> **Task prompt**
Where a line in the records below includes "blocks", pull that line out.

Stored dataset items:
——————————
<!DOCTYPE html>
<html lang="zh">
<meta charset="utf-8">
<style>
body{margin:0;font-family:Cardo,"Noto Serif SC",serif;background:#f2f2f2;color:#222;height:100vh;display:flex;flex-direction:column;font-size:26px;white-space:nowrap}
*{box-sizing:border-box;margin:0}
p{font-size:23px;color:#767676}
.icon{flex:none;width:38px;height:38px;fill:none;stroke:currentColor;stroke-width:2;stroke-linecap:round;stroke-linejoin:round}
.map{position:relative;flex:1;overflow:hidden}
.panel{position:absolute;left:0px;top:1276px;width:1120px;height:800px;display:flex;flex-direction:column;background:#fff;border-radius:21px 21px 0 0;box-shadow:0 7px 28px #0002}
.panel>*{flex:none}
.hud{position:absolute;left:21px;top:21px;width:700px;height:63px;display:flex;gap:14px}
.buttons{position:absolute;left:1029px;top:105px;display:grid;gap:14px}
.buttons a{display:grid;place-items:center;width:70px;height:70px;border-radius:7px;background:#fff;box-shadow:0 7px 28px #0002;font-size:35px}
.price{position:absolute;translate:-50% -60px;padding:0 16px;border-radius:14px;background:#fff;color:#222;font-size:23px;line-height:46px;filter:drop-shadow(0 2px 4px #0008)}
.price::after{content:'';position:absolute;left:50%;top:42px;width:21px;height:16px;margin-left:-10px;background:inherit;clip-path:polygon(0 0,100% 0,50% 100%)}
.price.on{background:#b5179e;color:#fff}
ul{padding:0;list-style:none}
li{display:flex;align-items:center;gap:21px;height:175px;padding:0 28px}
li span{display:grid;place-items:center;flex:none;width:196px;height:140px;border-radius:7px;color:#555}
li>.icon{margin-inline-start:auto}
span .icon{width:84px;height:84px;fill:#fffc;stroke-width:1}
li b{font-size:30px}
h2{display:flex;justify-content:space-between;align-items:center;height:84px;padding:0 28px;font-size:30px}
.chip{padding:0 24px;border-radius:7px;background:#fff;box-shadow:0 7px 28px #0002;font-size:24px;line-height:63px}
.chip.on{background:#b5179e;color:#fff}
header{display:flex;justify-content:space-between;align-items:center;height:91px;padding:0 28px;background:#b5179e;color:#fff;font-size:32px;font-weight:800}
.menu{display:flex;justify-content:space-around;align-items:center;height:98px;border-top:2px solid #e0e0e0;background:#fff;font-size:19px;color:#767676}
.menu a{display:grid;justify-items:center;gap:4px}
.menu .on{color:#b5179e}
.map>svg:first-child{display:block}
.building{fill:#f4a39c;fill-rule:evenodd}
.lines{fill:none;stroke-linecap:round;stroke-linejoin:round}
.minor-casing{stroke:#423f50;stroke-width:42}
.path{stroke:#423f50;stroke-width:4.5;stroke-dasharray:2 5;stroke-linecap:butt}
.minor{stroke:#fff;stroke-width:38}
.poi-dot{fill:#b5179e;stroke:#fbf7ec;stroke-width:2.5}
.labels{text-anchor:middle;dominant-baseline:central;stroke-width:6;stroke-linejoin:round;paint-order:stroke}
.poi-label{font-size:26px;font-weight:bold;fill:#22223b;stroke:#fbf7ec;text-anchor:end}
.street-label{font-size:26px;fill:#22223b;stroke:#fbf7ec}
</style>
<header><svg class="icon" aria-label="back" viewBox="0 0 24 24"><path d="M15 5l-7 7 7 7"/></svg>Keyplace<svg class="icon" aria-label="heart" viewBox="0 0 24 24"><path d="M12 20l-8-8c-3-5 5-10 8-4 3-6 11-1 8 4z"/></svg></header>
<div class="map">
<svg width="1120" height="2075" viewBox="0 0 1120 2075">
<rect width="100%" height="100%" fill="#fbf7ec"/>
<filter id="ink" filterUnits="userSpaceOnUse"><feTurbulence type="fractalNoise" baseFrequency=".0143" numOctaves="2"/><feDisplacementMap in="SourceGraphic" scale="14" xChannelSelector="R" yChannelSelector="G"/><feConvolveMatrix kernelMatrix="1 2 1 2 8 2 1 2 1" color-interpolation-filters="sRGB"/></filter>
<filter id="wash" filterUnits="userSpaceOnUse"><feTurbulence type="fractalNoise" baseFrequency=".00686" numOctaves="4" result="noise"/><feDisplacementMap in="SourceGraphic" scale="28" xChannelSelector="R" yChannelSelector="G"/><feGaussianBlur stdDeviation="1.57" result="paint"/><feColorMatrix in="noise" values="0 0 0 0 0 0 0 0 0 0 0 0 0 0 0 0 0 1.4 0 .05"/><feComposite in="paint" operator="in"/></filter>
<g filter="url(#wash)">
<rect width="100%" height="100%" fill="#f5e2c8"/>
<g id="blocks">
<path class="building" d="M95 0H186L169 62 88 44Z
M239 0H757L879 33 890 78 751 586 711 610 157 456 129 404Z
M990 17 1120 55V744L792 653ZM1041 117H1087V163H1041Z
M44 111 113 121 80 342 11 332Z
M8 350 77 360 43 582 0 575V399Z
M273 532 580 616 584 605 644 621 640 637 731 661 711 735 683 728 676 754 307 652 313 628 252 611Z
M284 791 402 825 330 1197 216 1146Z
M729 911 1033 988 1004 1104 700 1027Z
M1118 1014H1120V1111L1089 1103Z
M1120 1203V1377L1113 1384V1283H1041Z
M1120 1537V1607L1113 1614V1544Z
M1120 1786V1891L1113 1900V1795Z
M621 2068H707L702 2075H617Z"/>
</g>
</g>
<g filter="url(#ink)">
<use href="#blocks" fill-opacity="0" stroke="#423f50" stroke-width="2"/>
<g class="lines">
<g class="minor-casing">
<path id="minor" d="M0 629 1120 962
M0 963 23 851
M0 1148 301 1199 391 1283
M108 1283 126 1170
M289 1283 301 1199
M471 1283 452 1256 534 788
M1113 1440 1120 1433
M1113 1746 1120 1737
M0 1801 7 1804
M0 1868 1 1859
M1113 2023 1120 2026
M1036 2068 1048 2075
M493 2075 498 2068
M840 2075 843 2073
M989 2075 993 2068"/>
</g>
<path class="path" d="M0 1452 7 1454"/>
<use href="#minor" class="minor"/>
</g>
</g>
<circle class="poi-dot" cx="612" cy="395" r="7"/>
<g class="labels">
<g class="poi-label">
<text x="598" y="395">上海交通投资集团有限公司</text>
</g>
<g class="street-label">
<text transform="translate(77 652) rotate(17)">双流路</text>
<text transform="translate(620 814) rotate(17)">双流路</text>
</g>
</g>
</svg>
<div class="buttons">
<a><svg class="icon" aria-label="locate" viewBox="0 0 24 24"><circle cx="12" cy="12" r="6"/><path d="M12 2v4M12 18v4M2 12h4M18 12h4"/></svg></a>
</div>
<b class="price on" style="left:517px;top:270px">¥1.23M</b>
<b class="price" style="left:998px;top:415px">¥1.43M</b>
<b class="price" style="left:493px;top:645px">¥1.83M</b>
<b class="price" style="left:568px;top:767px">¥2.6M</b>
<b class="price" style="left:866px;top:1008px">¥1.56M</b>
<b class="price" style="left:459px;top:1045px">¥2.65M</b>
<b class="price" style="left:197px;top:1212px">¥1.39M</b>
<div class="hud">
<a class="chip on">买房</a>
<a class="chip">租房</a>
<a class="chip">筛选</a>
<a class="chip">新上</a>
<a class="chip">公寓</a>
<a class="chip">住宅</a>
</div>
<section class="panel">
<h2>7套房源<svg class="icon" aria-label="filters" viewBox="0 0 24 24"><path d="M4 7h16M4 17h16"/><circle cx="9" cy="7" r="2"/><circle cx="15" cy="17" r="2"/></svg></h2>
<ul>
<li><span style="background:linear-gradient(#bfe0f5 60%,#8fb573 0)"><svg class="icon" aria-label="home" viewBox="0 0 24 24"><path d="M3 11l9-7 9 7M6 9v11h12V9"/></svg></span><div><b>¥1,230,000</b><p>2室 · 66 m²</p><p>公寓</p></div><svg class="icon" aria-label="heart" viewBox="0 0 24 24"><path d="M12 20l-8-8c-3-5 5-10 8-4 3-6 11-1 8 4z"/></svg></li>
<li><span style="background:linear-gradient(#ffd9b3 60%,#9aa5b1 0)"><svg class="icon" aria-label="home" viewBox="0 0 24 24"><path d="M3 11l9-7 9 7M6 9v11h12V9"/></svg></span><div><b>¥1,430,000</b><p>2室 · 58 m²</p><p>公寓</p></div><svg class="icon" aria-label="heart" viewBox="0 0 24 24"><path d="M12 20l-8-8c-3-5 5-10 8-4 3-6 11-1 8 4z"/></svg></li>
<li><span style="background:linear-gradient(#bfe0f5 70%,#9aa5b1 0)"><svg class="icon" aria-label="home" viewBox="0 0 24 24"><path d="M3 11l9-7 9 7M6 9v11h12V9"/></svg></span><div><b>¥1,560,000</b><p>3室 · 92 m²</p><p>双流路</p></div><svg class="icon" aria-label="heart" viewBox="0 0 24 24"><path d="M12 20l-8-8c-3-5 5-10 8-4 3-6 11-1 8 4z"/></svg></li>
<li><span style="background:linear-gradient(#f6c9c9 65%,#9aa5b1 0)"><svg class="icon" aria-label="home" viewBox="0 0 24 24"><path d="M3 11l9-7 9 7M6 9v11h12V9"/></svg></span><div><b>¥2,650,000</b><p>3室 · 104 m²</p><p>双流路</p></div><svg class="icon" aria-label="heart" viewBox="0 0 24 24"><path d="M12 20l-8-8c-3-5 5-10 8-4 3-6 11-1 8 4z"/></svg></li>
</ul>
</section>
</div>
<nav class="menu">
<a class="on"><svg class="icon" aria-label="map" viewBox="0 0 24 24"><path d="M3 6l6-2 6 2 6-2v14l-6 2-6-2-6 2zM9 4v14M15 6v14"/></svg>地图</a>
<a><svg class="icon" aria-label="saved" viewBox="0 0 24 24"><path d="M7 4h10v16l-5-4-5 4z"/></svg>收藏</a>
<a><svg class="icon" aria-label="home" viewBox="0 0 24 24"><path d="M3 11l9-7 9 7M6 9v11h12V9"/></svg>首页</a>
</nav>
——————————
> **Task solution**
<g id="blocks">
<use href="#blocks" fill-opacity="0" stroke="#423f50" stroke-width="2"/>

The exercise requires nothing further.